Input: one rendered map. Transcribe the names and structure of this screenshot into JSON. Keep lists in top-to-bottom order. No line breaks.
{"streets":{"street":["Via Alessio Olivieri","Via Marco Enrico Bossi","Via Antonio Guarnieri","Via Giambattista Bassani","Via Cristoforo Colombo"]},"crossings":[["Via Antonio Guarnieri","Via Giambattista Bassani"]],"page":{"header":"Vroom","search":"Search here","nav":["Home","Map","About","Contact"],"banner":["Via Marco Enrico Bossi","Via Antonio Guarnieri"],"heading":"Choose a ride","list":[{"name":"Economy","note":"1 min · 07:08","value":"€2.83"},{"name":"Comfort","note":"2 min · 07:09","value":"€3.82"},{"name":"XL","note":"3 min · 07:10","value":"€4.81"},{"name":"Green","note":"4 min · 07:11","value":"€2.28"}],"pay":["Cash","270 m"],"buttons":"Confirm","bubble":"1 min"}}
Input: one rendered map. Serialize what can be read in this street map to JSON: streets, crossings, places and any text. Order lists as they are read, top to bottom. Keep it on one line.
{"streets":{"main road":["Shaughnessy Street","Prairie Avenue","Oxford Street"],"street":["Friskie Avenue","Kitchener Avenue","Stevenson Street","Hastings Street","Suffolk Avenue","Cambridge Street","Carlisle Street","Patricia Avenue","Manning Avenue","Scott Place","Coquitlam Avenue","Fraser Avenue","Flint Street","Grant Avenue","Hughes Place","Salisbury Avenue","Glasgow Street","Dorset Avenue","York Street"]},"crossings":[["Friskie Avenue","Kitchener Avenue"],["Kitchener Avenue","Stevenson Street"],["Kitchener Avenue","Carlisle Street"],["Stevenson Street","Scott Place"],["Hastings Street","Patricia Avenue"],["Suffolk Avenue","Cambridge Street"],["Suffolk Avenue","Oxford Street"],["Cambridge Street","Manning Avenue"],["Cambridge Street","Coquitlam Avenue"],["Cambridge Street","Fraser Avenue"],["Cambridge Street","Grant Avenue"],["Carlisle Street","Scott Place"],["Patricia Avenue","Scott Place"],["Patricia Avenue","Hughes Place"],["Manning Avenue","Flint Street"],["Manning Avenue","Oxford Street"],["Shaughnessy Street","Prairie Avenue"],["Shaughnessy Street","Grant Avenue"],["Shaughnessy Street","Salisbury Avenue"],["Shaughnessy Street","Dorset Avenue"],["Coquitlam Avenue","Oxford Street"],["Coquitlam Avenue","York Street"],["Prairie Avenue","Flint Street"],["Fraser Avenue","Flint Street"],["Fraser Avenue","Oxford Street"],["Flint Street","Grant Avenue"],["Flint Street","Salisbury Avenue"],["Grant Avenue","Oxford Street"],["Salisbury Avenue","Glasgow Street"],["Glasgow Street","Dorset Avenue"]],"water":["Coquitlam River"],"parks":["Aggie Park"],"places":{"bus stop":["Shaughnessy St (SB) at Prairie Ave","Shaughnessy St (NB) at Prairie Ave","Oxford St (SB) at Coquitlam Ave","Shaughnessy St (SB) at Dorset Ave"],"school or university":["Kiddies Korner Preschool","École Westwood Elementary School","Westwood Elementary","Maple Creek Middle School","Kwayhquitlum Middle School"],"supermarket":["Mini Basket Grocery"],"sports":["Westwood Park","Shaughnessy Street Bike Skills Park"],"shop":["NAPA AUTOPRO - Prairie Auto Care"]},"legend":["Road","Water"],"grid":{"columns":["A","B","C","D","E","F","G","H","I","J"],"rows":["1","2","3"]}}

====================

Line by line, copy the data above exactly as it reads.

Input: one rendered map. Transcribe the names and structure of this screenshot into JSON. Keep lists in top-to-bottom order. No line breaks.
{"streets":{"street":["Via Alessio Olivieri","Via Marco Enrico Bossi","Via Antonio Guarnieri","Via Giambattista Bassani","Via Cristoforo Colombo"]},"crossings":[["Via Antonio Guarnieri","Via Giambattista Bassani"]],"page":{"header":"Vroom","search":"Search here","nav":["Home","Map","About","Contact"],"banner":["Via Marco Enrico Bossi","Via Antonio Guarnieri"],"heading":"Choose a ride","list":[{"name":"Economy","note":"1 min · 07:08","value":"€2.83"},{"name":"Comfort","note":"2 min · 07:09","value":"€3.82"},{"name":"XL","note":"3 min · 07:10","value":"€4.81"},{"name":"Green","note":"4 min · 07:11","value":"€2.28"}],"pay":["Cash","270 m"],"buttons":"Confirm","bubble":"1 min"}}
Input: one rendered map. Serialize what can be read in this street map to JSON: streets, crossings, places and any text. Order lists as they are read, top to bottom. Keep it on one line.
{"streets":{"main road":["Shaughnessy Street","Prairie Avenue","Oxford Street"],"street":["Friskie Avenue","Kitchener Avenue","Stevenson Street","Hastings Street","Suffolk Avenue","Cambridge Street","Carlisle Street","Patricia Avenue","Manning Avenue","Scott Place","Coquitlam Avenue","Fraser Avenue","Flint Street","Grant Avenue","Hughes Place","Salisbury Avenue","Glasgow Street","Dorset Avenue","York Street"]},"crossings":[["Friskie Avenue","Kitchener Avenue"],["Kitchener Avenue","Stevenson Street"],["Kitchener Avenue","Carlisle Street"],["Stevenson Street","Scott Place"],["Hastings Street","Patricia Avenue"],["Suffolk Avenue","Cambridge Street"],["Suffolk Avenue","Oxford Street"],["Cambridge Street","Manning Avenue"],["Cambridge Street","Coquitlam Avenue"],["Cambridge Street","Fraser Avenue"],["Cambridge Street","Grant Avenue"],["Carlisle Street","Scott Place"],["Patricia Avenue","Scott Place"],["Patricia Avenue","Hughes Place"],["Manning Avenue","Flint Street"],["Manning Avenue","Oxford Street"],["Shaughnessy Street","Prairie Avenue"],["Shaughnessy Street","Grant Avenue"],["Shaughnessy Street","Salisbury Avenue"],["Shaughnessy Street","Dorset Avenue"],["Coquitlam Avenue","Oxford Street"],["Coquitlam Avenue","York Street"],["Prairie Avenue","Flint Street"],["Fraser Avenue","Flint Street"],["Fraser Avenue","Oxford Street"],["Flint Street","Grant Avenue"],["Flint Street","Salisbury Avenue"],["Grant Avenue","Oxford Street"],["Salisbury Avenue","Glasgow Street"],["Glasgow Street","Dorset Avenue"]],"water":["Coquitlam River"],"parks":["Aggie Park"],"places":{"bus stop":["Shaughnessy St (SB) at Prairie Ave","Shaughnessy St (NB) at Prairie Ave","Oxford St (SB) at Coquitlam Ave","Shaughnessy St (SB) at Dorset Ave"],"school or university":["Kiddies Korner Preschool","École Westwood Elementary School","Westwood Elementary","Maple Creek Middle School","Kwayhquitlum Middle School"],"supermarket":["Mini Basket Grocery"],"sports":["Westwood Park","Shaughnessy Street Bike Skills Park"],"shop":["NAPA AUTOPRO - Prairie Auto Care"]},"legend":["Road","Water"],"grid":{"columns":["A","B","C","D","E","F","G","H","I","J"],"rows":["1","2","3"]}}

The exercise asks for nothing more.